### Exercise description
Your answer should be one number: how many lines of the records hold the string "stream".
======== Input data
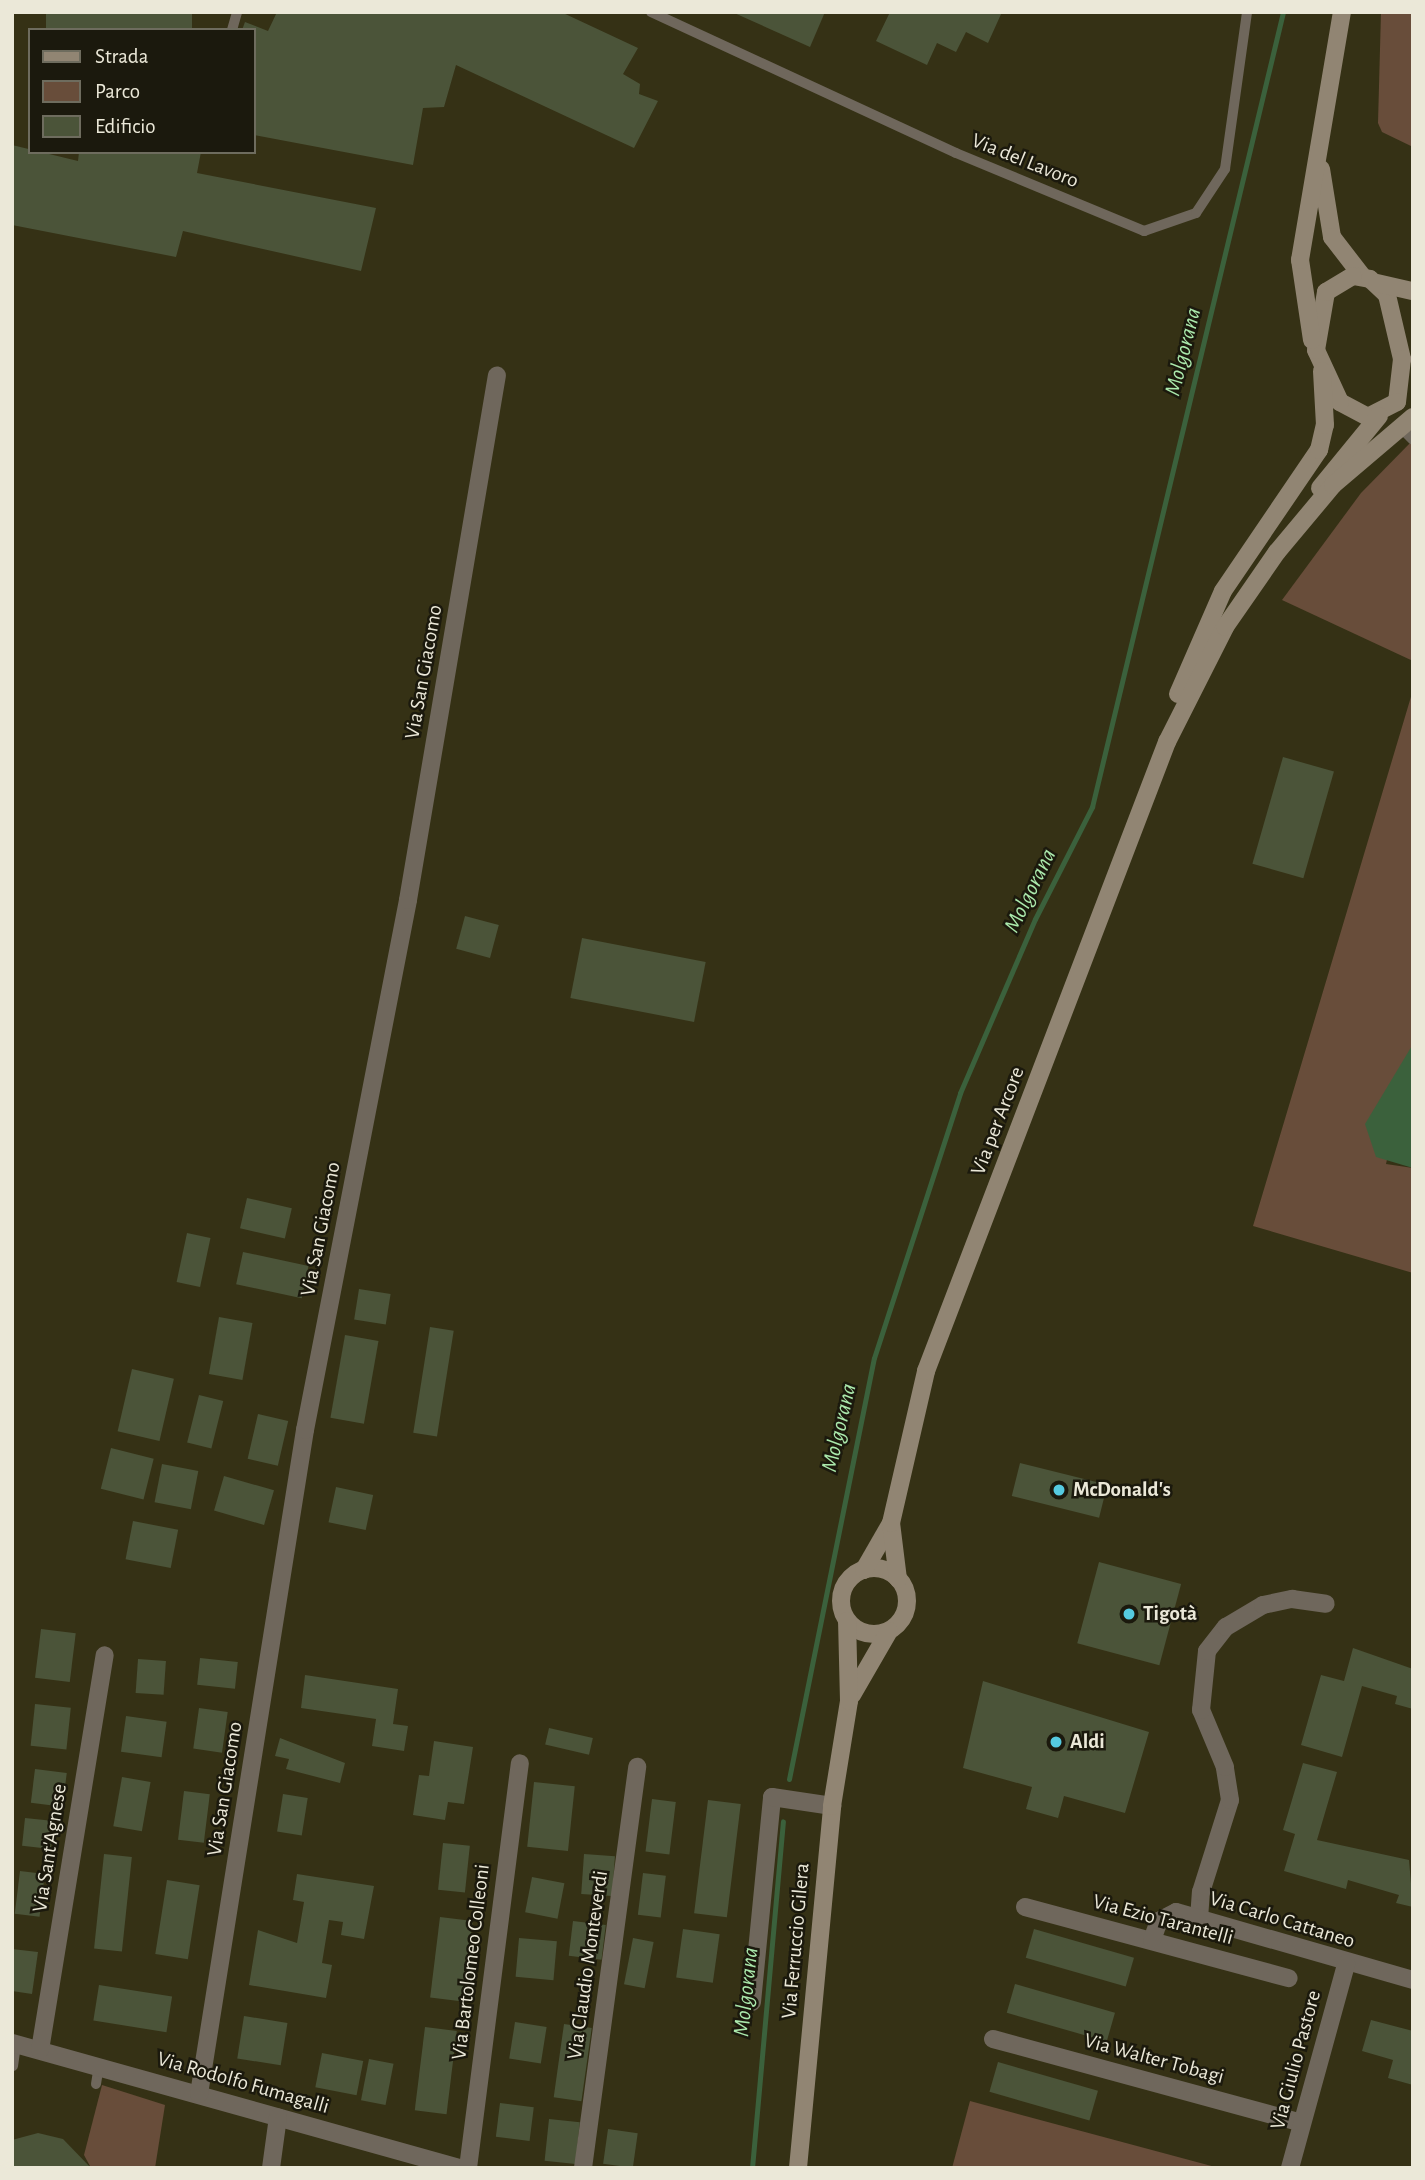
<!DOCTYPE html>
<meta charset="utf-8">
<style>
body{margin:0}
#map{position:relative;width:1425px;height:2180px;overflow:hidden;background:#353115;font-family:"Alegreya Sans",sans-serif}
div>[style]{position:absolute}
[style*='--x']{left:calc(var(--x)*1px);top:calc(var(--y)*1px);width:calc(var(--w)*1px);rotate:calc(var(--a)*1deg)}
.green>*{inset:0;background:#684d3a}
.water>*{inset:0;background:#3b613c}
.stream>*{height:5px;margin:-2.5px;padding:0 2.5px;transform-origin:2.5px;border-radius:2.5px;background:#3b613c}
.building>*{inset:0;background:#4b5439;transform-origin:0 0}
.lane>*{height:10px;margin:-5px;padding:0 5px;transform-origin:5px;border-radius:5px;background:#6f675c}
.street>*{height:18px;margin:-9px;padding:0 9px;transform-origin:9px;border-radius:9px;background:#6f675c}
.secondary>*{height:18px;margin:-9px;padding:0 9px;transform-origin:9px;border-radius:9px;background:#918573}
.secondary>.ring{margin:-9px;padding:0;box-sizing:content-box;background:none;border:18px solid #918573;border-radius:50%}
.dots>*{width:19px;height:19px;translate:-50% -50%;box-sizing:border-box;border:4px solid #1b190d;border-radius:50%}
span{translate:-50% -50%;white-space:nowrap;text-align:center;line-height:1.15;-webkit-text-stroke:5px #1b190d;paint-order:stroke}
.street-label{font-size:21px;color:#ebe8d8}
.poi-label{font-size:21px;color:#ebe8d8;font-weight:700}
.left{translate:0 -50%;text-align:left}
.water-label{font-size:23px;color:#abe9ac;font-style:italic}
.frame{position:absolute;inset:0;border:14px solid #ebe8d8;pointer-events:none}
.legend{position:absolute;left:28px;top:28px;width:228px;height:126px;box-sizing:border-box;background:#1b190d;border:2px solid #6e6c5e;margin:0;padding:9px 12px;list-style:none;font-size:21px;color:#ebe8d8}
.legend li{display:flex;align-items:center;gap:14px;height:35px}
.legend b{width:35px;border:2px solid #6e6c5e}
</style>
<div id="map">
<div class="green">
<i style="clip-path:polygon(1381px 12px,1413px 12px,1413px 147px,1382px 132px,1378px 123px)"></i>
<i style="clip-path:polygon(1413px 440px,1413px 661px,1282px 600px,1361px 493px)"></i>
<i style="clip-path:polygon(1413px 690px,1413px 1044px,1386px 1164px,1413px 1168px,1413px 1273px,1253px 1226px)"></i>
<i style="clip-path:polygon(102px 2085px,165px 2105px,155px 2168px,91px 2168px,84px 2155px)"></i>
<i style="clip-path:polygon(970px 2101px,1219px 2168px,952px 2168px)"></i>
</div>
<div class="water">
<i style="clip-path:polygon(1413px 1044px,1413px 1168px,1376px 1157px,1365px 1124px)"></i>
</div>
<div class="stream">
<i style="--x:789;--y:1779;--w:429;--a:-78.6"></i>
<i style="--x:874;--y:1358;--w:279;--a:-72"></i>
<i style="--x:960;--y:1093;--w:189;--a:-66.7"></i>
<i style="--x:1035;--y:919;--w:126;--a:-63"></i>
<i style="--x:1092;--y:807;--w:818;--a:-76.49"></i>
<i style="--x:752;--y:2168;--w:348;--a:-84.9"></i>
</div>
<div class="building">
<i style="left:46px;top:12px;width:146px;height:18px"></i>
<i style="clip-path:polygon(277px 12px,561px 12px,638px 48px,623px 74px,640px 84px,639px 94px,658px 101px,634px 148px,456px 65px,444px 107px,423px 108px,413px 165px,254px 135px,254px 30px,242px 30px,245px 22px,268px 31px)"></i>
<i style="clip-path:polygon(732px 12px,825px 12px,810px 47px)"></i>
<i style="clip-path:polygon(890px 12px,1002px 12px,988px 43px,966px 32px,956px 52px,937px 43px,927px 65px,876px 41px)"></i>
<i style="clip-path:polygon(12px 145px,78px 161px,79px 152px,201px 152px,197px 173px,376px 208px,361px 271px,183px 231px,176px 257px,12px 225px)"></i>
<i style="left:1283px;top:757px;width:53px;height:111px;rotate:16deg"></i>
<i style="left:465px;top:916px;width:35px;height:34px;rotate:15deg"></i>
<i style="left:582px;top:938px;width:126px;height:61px;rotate:11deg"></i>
<i style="left:247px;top:1198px;width:46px;height:31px;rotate:13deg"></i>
<i style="left:187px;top:1233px;width:24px;height:50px;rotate:12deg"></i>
<i style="left:243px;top:1252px;width:67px;height:33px;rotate:12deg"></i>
<i style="left:359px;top:1289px;width:32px;height:31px;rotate:9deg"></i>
<i style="left:219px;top:1317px;width:34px;height:58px;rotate:10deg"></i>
<i style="left:430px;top:1327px;width:24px;height:107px;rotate:9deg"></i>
<i style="left:345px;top:1335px;width:34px;height:84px;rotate:10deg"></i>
<i style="left:132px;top:1369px;width:43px;height:64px;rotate:13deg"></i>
<i style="left:199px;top:1395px;width:25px;height:49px;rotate:14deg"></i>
<i style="left:258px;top:1414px;width:31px;height:46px;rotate:13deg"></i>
<i style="left:111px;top:1448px;width:44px;height:42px;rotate:14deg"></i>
<i style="left:1020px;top:1463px;width:90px;height:34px;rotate:14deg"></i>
<i style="left:162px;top:1464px;width:37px;height:39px;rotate:11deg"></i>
<i style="left:224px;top:1476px;width:52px;height:36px;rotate:16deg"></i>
<i style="left:336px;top:1487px;width:38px;height:36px;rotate:12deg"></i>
<i style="left:133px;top:1521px;width:46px;height:39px;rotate:11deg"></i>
<i style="left:1099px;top:1562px;width:85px;height:84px;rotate:15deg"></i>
<i style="left:41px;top:1629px;width:35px;height:49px;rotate:7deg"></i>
<i style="clip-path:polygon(1353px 1648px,1413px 1669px,1413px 1709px,1395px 1704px,1397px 1696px,1362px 1686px,1342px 1757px,1301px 1745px,1321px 1675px,1344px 1681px)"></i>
<i style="left:200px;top:1658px;width:38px;height:27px;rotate:6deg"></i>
<i style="left:138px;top:1659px;width:28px;height:34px;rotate:4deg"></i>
<i style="clip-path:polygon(305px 1675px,398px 1689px,393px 1724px,408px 1726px,404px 1751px,372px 1746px,376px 1719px,301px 1708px)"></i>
<i style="clip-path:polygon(983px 1681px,1149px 1732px,1125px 1813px,1064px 1796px,1058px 1818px,1026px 1809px,1032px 1787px,963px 1768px)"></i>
<i style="left:35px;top:1704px;width:36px;height:42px;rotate:6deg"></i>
<i style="left:199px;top:1708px;width:29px;height:41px;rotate:8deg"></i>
<i style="left:126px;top:1716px;width:41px;height:36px;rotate:8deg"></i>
<i style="left:549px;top:1728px;width:45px;height:17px;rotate:13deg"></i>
<i style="clip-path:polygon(280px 1738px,345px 1763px,340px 1783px,286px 1769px,289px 1759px,275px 1756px)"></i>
<i style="clip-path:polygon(434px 1741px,473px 1747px,464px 1804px,448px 1802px,445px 1820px,413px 1815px,419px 1775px,429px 1776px)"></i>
<i style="clip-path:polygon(1303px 1763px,1337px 1772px,1317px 1840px,1409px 1860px,1413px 1907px,1396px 1903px,1399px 1895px,1348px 1880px,1346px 1889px,1284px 1871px,1295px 1834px,1283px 1830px)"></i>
<i style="left:35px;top:1769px;width:32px;height:34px;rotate:7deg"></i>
<i style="left:122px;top:1777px;width:29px;height:50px;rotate:10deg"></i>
<i style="left:534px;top:1782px;width:41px;height:65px;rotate:6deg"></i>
<i style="left:184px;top:1791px;width:26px;height:49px;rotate:7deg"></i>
<i style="left:283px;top:1794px;width:25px;height:38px;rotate:9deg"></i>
<i style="left:652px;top:1799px;width:24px;height:53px;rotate:7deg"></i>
<i style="left:708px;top:1800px;width:33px;height:114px;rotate:7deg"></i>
<i style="left:25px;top:1818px;width:29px;height:28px;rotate:6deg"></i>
<i style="left:443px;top:1843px;width:27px;height:47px;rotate:6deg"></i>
<i style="left:104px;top:1854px;width:28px;height:95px;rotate:6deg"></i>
<i style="left:584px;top:1854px;width:31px;height:40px;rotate:4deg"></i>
<i style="left:20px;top:1871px;width:25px;height:43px;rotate:7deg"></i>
<i style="left:643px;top:1873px;width:23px;height:42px;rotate:7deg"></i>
<i style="clip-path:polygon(297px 1874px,374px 1886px,364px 1939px,341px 1935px,343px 1922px,329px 1920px,322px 1963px,332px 1965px,326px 1998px,249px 1985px,258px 1930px,297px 1943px,304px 1902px,293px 1900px)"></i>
<i style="left:532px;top:1877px;width:33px;height:36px;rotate:11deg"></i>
<i style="left:167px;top:1880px;width:33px;height:75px;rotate:9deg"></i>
<i style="left:440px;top:1917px;width:33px;height:81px;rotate:7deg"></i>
<i style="left:573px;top:1921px;width:33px;height:35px;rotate:7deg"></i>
<i style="left:683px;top:1929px;width:37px;height:49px;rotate:8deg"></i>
<i style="left:1034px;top:1929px;width:104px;height:30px;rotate:16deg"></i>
<i style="left:519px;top:1938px;width:38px;height:39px;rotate:5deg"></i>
<i style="left:633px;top:1938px;width:21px;height:47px;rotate:11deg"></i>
<i style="clip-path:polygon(12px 1949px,38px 1952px,32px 1994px,12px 1991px)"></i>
<i style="left:1015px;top:1984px;width:104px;height:30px;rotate:16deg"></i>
<i style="left:99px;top:1985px;width:74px;height:36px;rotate:9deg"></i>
<i style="left:244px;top:2016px;width:44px;height:43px;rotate:9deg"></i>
<i style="clip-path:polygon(1371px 2020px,1413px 2031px,1413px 2085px,1388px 2078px,1393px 2060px,1362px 2051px)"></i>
<i style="left:515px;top:2022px;width:32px;height:37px;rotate:9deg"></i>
<i style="left:564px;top:2024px;width:28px;height:74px;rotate:8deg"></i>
<i style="left:425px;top:2027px;width:32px;height:84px;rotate:7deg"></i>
<i style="left:322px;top:2053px;width:42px;height:35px;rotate:11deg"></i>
<i style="left:369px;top:2059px;width:25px;height:42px;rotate:11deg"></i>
<i style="left:998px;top:2062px;width:104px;height:31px;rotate:16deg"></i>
<i style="left:500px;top:2103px;width:34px;height:34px;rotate:7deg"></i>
<i style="left:549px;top:2119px;width:31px;height:42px;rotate:6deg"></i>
<i style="left:608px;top:2129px;width:30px;height:35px;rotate:8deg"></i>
<i style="clip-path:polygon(38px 2133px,63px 2139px,91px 2168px,12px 2168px,12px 2140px)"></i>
</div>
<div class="lane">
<i style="--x:651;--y:12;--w:336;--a:24.8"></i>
<i style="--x:956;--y:153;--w:204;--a:22.5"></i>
<i style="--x:1144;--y:231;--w:55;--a:-19.1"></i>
<i style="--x:1196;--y:213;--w:53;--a:-56.6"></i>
<i style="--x:1225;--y:169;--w:159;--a:-82"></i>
<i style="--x:232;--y:30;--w:19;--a:-74"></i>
<i style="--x:1400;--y:427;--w:18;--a:45"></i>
<i style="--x:13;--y:2066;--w:22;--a:-82"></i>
<i style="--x:96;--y:2084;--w:18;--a:-81"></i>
</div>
<div class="street">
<i style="--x:1025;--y:1907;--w:273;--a:15.1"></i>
<i style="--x:1199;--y:1919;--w:27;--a:-86"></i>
<i style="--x:1201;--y:1892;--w:96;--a:-72.5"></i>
<i style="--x:1230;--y:1800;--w:33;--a:-99"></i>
<i style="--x:1225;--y:1767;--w:62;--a:-112.8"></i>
<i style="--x:1201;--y:1710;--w:59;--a:-84.2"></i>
<i style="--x:1207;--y:1651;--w:31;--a:-52"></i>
<i style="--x:1226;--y:1627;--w:43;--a:-30.7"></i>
<i style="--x:1263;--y:1605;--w:30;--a:-12"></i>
<i style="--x:1292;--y:1599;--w:34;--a:8"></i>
<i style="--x:1152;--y:1940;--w:20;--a:-70"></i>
<i style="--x:1159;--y:1921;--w:19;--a:-28"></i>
<i style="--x:1176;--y:1912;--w:247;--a:16"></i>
<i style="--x:752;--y:2002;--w:206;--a:-84.4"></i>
<i style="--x:772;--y:1797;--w:61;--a:8.5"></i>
<i style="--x:993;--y:2039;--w:320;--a:15.2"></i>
<i style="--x:12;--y:2043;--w:466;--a:15.6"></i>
<i style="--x:40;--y:2050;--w:400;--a:-80.7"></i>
<i style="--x:199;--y:2094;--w:672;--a:-80.93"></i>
<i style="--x:305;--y:1430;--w:540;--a:-79"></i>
<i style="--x:408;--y:900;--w:532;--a:-80.38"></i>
<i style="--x:271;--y:2168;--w:51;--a:-82.2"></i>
<i style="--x:468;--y:2168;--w:408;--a:-82.7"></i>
<i style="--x:583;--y:2168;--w:405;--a:-82.3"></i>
<i style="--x:1290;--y:2168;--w:212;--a:-74.6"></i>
</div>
<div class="secondary">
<i style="--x:1321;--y:169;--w:69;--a:80.8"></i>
<i style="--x:1332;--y:237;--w:49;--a:52.4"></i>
<i style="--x:1353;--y:276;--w:17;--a:10"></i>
<i style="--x:1370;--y:279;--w:23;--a:43"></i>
<i style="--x:1387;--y:295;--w:66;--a:76.8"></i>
<i style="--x:1402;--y:359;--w:43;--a:96.6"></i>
<i style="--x:1397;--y:402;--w:33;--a:153"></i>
<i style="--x:1368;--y:417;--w:32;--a:-152"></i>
<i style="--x:1340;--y:402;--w:57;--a:-114.8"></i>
<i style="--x:1316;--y:350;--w:59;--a:-80.2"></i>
<i style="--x:1326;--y:292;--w:31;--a:-31"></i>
<i style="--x:1377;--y:283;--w:37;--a:13"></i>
<i style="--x:1312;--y:340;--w:81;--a:-98.5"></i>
<i style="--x:1300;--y:260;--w:252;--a:-80.4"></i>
<i style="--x:1320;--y:488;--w:93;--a:-50.7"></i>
<i style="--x:1178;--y:694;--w:112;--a:-66.4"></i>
<i style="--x:1223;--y:591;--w:171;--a:-55.8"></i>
<i style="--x:1319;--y:450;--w:26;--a:-77"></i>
<i style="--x:1325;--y:425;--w:54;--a:-93.2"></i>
<i class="ring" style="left:841px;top:1568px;width:48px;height:48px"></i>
<i style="--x:864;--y:1570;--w:54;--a:-60.1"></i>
<i style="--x:898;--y:1579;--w:56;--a:-97.1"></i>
<i style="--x:891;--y:1523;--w:156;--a:-77"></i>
<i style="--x:926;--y:1371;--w:674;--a:-69.04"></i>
<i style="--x:1167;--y:742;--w:129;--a:-63.2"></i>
<i style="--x:1225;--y:627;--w:91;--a:-55.3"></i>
<i style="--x:1277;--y:552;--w:87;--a:-50.1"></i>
<i style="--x:1333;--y:485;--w:105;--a:-40.4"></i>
<i style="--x:852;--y:1695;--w:74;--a:-60"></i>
<i style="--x:798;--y:2168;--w:364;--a:-84.6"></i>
<i style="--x:832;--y:1806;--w:106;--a:-80.8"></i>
<i style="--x:849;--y:1701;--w:80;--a:-91.4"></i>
</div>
<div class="dots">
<i style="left:1059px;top:1490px;background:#55cae0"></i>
<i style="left:1129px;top:1614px;background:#55cae0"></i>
<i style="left:1056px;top:1742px;background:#55cae0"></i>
</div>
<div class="street-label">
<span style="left:1025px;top:161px;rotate:22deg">Via del Lavoro</span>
<span style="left:424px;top:672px;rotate:-80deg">Via San Giacomo</span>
<span style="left:998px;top:1121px;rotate:-69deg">Via per Arcore</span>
<span style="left:321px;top:1229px;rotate:-79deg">Via San Giacomo</span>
<span style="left:225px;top:1789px;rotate:-81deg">Via San Giacomo</span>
<span style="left:50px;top:1848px;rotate:-81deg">Via Sant'Agnese</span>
<span style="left:1163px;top:1920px;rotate:15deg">Via Ezio Tarantelli</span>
<span style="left:1282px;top:1920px;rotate:17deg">Via Carlo Cattaneo</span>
<span style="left:796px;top:1941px;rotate:-85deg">Via Ferruccio Gilera</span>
<span style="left:471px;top:1962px;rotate:-83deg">Via Bartolomeo Colleoni</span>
<span style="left:588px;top:1965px;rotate:-82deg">Via Claudio Monteverdi</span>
<span style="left:1154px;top:2059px;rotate:15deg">Via Walter Tobagi</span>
<span style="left:1296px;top:2060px;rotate:-75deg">Via Giulio Pastore</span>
<span style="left:243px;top:2083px;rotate:16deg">Via Rodolfo Fumagalli</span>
</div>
<div class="poi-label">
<span class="left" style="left:1073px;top:1490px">McDonald's</span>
<span class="left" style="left:1143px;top:1614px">Tigotà</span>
<span class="left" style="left:1070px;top:1742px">Aldi</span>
</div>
<div class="water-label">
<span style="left:1184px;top:352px;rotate:-76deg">Molgorana</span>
<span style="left:1031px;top:891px;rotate:-64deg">Molgorana</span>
<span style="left:840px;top:1428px;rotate:-77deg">Molgorana</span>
<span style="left:747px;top:1992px;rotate:-84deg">Molgorana</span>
</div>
<div class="frame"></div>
<ul class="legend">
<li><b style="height:9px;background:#918573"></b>Strada</li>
<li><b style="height:19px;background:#684d3a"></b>Parco</li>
<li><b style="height:19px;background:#4b5439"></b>Edificio</li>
</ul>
</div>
================
### Response
2